With Earlham definitely dead and suicide ruled out by a forensic scientist, we are left wondering who knocked the monster off. The 19 victims plus a wider penumbra of loved ones who are also devastated by Earlham’s evil activities provide a substantial list of potential killers. This group also includes Earlham’s 16-year-old son, who we learn tries to take his own life when the police turn up looking for his dad.

Anyway, without any power of arrest or summons, the audience has to rely on a new cop on the case, DI Karen Renton (Katherine Kelly). Nielson is the prime suspect because of her proximity to Earlham before his death.

Renton is the most significant new character in Liar, and I’m not at all sure it was a wise one. The writers, Jack and Harry Williams are usually outstanding (they did BBC1’s The Missing and produced Fleabag), but they’re not so assured here. It looks as though they were trying to create a sexy, assertive, flawed, intriguing sort of female cop, but DI Renton spends a lot of her time tottering around in an all-black skin-tight outfit, chewing nicotine replacement gum. She resembles Olivia Newton-John’s Sandy-gone-bad in Grease. When Renton eventually arrests Nielson for the murder of Earlham, I half expect her to break into a chorus of “You’re the One That I Want”.

All the many flashbacks are “three weeks earlier”, which is fine until you forget that you’re suddenly “three weeks later” and you don’t know what you’re watching, or why.

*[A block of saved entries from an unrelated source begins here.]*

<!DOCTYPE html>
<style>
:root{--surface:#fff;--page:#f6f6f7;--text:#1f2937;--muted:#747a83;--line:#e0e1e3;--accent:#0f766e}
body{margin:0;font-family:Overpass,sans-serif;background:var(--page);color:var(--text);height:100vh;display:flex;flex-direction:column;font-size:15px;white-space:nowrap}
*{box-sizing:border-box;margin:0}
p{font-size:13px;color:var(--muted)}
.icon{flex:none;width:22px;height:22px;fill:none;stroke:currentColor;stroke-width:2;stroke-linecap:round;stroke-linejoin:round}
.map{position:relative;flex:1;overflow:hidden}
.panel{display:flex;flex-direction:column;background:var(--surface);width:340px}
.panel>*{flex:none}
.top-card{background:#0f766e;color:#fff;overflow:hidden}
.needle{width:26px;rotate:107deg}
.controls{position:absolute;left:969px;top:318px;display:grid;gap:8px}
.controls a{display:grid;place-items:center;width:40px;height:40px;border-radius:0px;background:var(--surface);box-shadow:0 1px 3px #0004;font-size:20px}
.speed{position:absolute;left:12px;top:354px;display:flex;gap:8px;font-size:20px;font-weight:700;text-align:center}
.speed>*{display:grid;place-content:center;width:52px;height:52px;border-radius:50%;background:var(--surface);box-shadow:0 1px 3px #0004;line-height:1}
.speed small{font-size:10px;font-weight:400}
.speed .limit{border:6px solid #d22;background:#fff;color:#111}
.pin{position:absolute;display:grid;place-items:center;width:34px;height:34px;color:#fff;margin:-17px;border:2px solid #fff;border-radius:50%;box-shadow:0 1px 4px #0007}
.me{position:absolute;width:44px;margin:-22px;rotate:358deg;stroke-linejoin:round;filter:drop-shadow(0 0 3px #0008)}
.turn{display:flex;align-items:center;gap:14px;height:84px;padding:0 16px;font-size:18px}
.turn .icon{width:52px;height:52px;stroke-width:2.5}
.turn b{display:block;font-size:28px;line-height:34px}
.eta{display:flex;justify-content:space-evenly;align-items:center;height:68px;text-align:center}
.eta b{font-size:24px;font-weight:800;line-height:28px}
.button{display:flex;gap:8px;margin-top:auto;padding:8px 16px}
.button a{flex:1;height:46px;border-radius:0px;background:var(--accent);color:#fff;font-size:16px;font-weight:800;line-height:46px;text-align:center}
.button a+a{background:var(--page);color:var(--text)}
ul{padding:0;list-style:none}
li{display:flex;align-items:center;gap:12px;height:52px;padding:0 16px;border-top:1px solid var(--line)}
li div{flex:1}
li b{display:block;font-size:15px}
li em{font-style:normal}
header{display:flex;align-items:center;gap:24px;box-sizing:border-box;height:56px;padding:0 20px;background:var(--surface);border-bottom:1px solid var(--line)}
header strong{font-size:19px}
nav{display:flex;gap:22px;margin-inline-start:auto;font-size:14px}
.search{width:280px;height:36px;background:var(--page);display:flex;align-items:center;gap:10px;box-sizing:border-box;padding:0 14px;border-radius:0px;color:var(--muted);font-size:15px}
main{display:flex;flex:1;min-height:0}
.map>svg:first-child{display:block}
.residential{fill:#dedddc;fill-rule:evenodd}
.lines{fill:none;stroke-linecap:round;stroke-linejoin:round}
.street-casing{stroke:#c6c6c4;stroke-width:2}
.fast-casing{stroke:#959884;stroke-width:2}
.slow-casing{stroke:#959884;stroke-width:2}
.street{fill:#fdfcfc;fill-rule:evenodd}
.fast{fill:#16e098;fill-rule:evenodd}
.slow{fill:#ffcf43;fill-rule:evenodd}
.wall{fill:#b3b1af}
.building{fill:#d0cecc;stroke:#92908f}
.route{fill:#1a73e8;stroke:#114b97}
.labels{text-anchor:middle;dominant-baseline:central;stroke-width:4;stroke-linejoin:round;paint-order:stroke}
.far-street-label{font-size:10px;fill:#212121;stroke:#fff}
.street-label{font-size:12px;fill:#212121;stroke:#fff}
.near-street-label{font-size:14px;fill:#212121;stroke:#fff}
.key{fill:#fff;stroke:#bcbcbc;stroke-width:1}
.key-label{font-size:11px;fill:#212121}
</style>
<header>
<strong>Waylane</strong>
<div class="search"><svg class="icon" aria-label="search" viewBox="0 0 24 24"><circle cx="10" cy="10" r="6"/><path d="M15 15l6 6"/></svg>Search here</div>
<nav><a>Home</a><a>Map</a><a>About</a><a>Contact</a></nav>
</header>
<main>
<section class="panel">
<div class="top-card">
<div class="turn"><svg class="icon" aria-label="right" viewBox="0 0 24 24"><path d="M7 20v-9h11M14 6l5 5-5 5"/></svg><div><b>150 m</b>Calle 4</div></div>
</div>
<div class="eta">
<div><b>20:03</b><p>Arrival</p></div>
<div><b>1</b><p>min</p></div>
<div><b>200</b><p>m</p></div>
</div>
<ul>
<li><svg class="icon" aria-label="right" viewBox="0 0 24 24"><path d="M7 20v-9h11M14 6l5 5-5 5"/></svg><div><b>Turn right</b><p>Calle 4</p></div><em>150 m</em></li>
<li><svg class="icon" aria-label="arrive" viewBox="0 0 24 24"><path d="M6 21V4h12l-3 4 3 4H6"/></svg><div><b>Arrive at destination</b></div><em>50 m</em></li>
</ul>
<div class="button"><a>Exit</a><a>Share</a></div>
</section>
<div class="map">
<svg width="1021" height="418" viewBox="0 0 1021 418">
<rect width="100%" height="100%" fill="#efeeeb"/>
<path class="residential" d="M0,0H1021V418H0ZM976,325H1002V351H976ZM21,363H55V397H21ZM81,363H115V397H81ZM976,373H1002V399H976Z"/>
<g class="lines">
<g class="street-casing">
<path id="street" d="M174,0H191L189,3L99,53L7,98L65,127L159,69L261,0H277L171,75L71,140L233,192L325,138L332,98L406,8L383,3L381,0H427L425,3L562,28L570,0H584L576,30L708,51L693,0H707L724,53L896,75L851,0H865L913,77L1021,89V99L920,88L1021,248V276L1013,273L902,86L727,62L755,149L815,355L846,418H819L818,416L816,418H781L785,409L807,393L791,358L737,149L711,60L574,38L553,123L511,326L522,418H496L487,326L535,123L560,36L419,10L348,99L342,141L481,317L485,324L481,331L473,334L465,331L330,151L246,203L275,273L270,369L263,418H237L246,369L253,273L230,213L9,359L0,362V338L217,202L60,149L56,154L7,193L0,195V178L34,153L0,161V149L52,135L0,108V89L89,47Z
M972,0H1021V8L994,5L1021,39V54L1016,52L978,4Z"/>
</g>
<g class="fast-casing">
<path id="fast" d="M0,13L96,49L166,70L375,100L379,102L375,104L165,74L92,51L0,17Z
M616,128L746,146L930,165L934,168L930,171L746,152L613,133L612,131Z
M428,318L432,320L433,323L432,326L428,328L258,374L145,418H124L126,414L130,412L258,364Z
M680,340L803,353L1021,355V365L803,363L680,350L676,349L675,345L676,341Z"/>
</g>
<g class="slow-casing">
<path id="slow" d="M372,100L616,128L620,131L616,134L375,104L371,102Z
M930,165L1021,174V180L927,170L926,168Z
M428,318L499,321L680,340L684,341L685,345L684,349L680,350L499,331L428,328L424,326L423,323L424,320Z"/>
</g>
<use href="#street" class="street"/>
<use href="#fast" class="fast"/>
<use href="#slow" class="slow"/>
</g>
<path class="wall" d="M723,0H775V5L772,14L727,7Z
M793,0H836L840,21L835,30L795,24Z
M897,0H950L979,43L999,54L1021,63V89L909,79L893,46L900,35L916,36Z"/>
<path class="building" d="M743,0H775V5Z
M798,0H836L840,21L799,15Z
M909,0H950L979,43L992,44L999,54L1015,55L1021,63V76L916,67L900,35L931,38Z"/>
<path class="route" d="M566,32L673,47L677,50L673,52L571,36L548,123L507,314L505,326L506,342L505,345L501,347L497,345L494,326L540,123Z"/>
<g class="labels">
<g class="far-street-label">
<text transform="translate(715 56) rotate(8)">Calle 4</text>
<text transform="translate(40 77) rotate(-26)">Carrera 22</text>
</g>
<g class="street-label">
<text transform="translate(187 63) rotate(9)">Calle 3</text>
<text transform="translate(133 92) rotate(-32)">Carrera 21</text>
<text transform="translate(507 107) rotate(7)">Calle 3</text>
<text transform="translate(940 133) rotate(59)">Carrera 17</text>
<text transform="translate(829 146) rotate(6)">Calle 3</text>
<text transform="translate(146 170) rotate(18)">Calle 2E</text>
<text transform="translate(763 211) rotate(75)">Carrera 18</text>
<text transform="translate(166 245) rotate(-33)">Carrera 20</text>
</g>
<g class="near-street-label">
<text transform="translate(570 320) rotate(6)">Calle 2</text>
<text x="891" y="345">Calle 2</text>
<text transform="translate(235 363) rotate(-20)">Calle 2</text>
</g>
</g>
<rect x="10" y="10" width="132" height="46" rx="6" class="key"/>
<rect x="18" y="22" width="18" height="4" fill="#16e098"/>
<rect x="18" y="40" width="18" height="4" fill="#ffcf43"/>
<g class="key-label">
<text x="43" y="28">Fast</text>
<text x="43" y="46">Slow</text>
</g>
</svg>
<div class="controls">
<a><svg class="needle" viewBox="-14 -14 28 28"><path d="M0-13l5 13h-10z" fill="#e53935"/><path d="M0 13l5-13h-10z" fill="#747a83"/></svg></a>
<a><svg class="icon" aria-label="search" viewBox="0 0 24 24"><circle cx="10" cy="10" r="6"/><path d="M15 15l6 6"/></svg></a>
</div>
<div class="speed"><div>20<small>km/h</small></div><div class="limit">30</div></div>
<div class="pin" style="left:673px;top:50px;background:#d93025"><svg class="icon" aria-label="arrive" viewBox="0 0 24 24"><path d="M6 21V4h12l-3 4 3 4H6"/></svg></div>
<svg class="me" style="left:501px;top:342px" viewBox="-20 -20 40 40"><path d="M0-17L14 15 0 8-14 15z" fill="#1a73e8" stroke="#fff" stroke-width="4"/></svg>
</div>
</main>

OK, Earlham was a prolific serial sex attacker, but that means the list of murder suspects is absurdly long, and there’s no time for any development of the characters. They remain, so far, two-dimensional; traumatised, but not much more (if that doesn’t sound too callous). There’s also an unbelievable (in a bad way) plot twist involving a lost car key, and I suspect from a telephone call we see Earlham make to his cosmetic surgeon friend that he might return looking different.

All involved do their very best with it, and the direction and cinematography is stylish. But I can’t help wishing Earlham had been left to rot in his sludgy grave, with no further explanation for his demise required.